Sebarkan artikel ini

SANGATTA – Penyaluran Bantuan Keuangan Khusus Desa (Bankeususdes) di Kabupaten Kutai Timur diusulkan tidak lagi dilakukan sekaligus. Pemerintah daerah tengah mengkaji skema pencairan dalam dua tahap dengan nilai bantuan tetap Rp 250 juta bagi setiap desa.

Perubahan mekanisme tersebut menjadi salah satu pembahasan dalam evaluasi penyelenggaraan Bankeususdes Tahun Anggaran 2025. Evaluasi dilakukan untuk memperbaiki pelaksanaan program sekaligus menyesuaikan mekanisme bantuan dengan kemampuan keuangan daerah dan kondisi di lapangan.

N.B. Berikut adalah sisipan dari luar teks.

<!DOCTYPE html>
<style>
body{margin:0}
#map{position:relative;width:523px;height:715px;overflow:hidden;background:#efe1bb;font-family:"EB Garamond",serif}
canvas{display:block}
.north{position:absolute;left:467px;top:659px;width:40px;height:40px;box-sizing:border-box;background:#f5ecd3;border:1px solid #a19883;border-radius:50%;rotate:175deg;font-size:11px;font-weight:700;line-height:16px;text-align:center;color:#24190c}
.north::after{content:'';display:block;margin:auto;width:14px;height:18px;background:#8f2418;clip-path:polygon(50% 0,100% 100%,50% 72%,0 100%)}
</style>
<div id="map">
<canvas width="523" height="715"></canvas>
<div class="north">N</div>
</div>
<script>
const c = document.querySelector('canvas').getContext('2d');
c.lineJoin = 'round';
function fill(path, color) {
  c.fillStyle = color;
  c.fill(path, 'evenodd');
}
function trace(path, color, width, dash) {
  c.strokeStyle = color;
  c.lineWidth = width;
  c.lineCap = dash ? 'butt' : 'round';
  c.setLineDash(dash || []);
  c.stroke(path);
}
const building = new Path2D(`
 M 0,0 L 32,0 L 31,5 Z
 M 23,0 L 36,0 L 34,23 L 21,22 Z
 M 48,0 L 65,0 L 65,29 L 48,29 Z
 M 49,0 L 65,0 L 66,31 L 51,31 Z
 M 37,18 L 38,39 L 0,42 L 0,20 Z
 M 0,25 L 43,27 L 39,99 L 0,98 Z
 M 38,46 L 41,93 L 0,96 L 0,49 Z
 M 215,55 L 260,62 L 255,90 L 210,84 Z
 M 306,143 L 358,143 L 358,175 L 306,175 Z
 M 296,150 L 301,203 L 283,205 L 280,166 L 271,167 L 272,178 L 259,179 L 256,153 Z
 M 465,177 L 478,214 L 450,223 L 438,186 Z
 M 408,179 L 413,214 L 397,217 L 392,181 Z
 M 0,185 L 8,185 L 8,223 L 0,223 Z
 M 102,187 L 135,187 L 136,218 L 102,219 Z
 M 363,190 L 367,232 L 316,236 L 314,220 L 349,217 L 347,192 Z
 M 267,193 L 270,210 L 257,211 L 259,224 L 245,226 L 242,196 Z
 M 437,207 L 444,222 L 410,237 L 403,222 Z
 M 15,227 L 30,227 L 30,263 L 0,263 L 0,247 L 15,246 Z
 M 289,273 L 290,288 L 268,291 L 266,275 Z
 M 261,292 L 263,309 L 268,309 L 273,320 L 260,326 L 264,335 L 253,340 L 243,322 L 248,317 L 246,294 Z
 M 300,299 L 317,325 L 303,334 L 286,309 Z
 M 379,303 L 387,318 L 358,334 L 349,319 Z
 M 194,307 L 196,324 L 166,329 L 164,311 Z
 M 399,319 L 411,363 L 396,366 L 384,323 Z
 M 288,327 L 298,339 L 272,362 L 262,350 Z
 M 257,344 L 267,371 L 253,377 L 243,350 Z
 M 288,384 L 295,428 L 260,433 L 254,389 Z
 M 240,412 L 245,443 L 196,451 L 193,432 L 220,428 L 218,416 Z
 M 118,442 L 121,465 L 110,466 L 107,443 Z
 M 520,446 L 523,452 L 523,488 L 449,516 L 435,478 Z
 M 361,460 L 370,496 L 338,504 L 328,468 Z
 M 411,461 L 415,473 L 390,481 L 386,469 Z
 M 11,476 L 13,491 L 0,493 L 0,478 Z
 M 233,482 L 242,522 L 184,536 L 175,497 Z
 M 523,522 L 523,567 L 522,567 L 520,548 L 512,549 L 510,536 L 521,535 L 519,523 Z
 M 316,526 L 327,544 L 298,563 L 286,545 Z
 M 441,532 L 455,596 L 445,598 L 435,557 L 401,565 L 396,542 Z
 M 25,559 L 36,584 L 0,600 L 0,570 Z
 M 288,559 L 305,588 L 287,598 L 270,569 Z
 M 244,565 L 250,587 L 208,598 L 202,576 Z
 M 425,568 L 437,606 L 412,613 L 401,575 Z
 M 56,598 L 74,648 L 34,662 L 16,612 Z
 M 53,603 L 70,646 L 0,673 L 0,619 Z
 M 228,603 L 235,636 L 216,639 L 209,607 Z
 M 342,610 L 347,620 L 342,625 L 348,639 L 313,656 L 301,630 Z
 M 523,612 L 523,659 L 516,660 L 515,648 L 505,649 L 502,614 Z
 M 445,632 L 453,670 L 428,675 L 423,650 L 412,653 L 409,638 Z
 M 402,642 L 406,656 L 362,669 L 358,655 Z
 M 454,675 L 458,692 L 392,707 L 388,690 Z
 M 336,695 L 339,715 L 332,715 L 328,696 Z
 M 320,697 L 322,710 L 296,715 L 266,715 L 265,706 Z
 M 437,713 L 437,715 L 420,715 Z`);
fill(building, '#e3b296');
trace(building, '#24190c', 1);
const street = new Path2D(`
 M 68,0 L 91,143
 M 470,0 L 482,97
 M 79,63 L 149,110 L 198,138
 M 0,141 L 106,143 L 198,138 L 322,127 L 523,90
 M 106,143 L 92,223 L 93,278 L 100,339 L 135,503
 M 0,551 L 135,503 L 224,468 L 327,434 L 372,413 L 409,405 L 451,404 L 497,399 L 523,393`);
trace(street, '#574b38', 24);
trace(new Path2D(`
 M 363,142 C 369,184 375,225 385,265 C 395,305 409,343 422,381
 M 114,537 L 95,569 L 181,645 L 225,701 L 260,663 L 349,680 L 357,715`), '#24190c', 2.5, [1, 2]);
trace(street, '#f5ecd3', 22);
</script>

Pembahasan berlangsung dalam Rapat Koordinasi, Monitoring dan Evaluasi Penyelenggaraan Bankeususdes dan Alokasi Dana Kelurahan Tahun 2026 di Ruang Meranti, beberapa waktu lalu.

Kepala Bidang Pemerintahan Desa Dinas Pemberdayaan Masyarakat dan Desa (DPMDes) Kutim, Yudieth, menyampaikan Pemkab Kutim juga merencanakan penyempurnaan regulasi yang menjadi dasar pelaksanaan program tersebut.

“Pemerintah Kabupaten Kutai Timur merencanakan perubahan dan penyempurnaan Peraturan Bupati Nomor 13 Tahun 2025 yang akan disesuaikan dengan kemampuan keuangan daerah serta kondisi pelaksanaan di lapangan,” kata Yudieth, mewakili Kepala DPMDes Kutim Basuni.

Berdasarkan ketentuan yang berlaku saat ini, dana Bankeususdes disalurkan dalam satu tahap. Melalui evaluasi, pemerintah daerah mempertimbangkan pembagian pencairan menjadi dua tahap agar penyaluran dapat berlangsung lebih bertahap.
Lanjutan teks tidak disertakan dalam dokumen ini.